**Collected data**
□ □ □ □ □ □ □
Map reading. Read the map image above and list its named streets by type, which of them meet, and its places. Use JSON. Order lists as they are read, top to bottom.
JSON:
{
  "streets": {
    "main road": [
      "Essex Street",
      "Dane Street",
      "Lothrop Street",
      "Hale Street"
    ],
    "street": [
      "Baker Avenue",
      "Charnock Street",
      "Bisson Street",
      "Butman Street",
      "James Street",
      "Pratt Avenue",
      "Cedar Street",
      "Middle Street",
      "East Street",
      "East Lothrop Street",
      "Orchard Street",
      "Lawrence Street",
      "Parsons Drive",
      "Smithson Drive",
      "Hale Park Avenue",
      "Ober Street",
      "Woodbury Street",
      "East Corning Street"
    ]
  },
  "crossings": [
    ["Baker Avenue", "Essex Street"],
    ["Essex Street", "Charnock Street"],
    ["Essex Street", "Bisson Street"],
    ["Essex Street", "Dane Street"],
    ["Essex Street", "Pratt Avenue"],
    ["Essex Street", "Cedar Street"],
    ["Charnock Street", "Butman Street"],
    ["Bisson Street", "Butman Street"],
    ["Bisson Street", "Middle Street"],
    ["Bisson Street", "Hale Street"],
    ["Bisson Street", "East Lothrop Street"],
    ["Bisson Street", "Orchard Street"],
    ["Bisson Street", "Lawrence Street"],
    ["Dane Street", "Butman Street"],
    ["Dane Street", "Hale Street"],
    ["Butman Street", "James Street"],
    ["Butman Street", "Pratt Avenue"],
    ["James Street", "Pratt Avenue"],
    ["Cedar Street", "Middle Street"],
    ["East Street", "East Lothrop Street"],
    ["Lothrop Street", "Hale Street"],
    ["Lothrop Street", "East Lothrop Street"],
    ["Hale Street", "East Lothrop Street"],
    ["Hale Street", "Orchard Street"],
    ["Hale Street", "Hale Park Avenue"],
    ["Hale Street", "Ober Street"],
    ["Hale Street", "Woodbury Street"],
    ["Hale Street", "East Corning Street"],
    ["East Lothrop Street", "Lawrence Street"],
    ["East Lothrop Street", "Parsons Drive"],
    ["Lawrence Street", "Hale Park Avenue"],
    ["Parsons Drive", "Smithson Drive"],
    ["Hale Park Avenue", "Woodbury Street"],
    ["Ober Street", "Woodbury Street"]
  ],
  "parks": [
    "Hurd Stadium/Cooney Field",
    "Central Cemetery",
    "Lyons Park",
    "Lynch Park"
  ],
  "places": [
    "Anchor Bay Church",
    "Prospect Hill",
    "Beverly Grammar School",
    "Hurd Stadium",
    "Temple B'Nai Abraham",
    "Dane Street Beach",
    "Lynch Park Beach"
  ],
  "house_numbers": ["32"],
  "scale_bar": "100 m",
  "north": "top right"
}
□ □ □ □ □ □ □
**Aim of the exercise**
Could you give the number of lines in the entries that contain the string "Ober"? Only the number, please.

**Response to the task**
3